### WHAT YOU SHOULD DO
Reproduce the tail of the data exactly. It starts at the line containing "into JSON. Order" and runs to the last line.
━━━━━ MATERIAL FOR THE TASK ━━━━━
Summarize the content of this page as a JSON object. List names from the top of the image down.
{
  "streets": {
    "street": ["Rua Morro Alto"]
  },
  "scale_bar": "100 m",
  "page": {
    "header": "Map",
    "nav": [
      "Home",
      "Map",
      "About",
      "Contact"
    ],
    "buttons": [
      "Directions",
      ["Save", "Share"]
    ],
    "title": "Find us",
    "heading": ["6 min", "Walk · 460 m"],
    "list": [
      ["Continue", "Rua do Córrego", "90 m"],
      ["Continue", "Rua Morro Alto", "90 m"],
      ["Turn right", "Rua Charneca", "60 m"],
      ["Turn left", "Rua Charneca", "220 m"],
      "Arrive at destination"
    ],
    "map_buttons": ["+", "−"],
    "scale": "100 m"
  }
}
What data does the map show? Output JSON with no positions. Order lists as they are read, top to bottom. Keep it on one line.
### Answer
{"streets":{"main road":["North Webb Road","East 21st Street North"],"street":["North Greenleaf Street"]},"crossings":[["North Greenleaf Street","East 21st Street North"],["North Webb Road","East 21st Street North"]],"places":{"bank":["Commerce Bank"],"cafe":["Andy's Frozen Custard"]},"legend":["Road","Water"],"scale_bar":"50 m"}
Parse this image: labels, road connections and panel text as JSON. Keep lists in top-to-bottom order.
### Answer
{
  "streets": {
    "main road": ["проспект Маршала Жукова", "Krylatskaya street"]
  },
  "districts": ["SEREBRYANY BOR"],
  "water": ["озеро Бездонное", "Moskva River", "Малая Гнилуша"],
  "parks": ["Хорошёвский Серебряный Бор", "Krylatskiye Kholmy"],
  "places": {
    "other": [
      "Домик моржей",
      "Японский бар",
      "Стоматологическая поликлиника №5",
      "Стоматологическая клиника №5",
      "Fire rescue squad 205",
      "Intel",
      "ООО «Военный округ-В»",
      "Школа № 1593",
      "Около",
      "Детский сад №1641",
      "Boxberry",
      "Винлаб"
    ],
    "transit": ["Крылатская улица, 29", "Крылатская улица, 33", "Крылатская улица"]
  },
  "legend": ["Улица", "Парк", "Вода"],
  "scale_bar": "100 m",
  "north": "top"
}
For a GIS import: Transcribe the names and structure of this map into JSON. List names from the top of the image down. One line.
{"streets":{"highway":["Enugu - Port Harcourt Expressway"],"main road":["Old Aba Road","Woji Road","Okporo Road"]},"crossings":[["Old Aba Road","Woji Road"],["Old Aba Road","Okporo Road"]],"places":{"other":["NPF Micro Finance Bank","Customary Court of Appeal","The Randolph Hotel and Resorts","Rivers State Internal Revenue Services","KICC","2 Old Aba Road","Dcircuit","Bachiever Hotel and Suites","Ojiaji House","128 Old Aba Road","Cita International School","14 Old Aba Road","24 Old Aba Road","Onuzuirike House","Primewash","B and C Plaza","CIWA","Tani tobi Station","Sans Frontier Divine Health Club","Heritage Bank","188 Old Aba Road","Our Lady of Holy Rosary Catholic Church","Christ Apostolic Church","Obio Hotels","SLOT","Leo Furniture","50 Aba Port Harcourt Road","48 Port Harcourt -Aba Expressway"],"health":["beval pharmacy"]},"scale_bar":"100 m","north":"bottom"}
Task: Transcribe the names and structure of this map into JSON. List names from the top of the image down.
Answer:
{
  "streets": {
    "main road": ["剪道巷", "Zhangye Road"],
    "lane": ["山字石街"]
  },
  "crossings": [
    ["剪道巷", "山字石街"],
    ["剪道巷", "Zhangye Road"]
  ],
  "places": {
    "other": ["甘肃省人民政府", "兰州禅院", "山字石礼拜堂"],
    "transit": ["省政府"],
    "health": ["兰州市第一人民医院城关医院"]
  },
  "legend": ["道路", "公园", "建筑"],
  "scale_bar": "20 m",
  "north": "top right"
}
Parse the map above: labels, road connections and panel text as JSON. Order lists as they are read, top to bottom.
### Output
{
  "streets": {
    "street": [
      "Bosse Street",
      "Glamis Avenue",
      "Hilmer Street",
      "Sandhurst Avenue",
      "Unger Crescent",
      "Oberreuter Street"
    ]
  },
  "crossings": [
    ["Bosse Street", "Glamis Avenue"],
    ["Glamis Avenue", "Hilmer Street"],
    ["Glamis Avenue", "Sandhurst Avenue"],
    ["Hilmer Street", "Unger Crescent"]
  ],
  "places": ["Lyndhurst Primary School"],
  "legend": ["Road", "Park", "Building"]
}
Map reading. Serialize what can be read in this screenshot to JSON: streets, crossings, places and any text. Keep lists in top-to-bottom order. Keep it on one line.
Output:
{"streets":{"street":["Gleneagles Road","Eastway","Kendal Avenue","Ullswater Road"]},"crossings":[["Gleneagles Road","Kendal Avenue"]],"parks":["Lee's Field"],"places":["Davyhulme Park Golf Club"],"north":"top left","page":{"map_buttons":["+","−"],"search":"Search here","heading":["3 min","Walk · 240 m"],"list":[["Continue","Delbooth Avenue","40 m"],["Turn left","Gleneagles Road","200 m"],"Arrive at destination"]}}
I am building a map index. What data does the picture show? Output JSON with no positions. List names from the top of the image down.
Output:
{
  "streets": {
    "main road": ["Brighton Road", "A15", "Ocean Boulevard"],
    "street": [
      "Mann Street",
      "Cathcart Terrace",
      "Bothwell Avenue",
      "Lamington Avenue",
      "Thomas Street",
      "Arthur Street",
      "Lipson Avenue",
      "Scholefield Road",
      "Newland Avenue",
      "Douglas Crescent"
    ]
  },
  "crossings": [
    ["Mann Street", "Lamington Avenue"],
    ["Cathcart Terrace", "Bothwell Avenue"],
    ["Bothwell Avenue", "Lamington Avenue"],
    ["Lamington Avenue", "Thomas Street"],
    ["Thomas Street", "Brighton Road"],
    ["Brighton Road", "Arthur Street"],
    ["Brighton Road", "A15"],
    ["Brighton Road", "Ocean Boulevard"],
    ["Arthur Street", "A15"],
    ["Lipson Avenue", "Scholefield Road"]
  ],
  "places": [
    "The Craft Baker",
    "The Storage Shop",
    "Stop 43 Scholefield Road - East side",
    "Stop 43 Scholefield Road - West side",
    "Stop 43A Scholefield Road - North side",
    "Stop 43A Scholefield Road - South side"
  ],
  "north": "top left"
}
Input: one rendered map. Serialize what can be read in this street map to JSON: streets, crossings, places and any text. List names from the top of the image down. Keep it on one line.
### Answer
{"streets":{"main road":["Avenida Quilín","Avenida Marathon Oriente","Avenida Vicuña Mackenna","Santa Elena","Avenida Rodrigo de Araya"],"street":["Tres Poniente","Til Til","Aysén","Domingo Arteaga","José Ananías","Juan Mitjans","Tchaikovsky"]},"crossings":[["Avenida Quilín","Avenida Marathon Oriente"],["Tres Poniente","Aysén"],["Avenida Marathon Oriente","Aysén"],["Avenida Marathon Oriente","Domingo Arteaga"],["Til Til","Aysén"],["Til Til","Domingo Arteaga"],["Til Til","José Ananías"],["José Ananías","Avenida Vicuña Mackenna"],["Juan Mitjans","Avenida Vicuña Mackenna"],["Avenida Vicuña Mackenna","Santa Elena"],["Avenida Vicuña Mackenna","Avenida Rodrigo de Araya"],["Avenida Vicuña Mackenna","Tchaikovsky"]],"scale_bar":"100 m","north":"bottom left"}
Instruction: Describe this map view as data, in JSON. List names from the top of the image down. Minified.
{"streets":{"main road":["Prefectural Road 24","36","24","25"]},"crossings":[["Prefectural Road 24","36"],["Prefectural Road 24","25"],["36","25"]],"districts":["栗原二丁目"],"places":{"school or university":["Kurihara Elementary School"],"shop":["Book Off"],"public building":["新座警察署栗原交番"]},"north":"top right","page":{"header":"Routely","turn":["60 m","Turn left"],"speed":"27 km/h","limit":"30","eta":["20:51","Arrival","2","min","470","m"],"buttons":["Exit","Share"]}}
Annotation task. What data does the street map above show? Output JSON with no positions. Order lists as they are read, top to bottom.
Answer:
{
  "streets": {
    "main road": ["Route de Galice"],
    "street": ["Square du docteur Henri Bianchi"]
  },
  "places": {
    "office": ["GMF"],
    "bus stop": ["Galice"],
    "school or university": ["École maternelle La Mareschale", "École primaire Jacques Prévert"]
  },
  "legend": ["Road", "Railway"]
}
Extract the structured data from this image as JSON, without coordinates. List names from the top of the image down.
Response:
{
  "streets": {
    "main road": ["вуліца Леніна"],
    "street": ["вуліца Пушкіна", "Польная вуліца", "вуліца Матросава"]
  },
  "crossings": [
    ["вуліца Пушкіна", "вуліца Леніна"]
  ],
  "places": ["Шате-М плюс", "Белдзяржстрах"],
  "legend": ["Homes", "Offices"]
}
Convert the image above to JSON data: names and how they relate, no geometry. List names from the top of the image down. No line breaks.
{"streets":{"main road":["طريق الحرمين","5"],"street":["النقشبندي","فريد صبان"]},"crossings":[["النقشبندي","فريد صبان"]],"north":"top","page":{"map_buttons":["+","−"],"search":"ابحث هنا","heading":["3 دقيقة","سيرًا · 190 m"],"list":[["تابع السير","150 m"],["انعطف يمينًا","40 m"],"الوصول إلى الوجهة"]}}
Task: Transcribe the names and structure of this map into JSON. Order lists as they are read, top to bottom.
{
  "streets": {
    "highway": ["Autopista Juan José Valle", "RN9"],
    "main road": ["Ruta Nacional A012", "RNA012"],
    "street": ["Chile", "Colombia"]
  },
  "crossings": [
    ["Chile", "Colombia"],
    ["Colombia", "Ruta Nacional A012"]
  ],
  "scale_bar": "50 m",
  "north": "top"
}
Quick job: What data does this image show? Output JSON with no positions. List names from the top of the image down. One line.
━━━━━
### WORKED SOLUTION
Task: Transcribe the names and structure of this map into JSON. Order lists as they are read, top to bottom.
{
  "streets": {
    "highway": ["Autopista Juan José Valle", "RN9"],
    "main road": ["Ruta Nacional A012", "RNA012"],
    "street": ["Chile", "Colombia"]
  },
  "crossings": [
    ["Chile", "Colombia"],
    ["Colombia", "Ruta Nacional A012"]
  ],
  "scale_bar": "50 m",
  "north": "top"
}
Quick job: What data does this image show? Output JSON with no positions. List names from the top of the image down. One line.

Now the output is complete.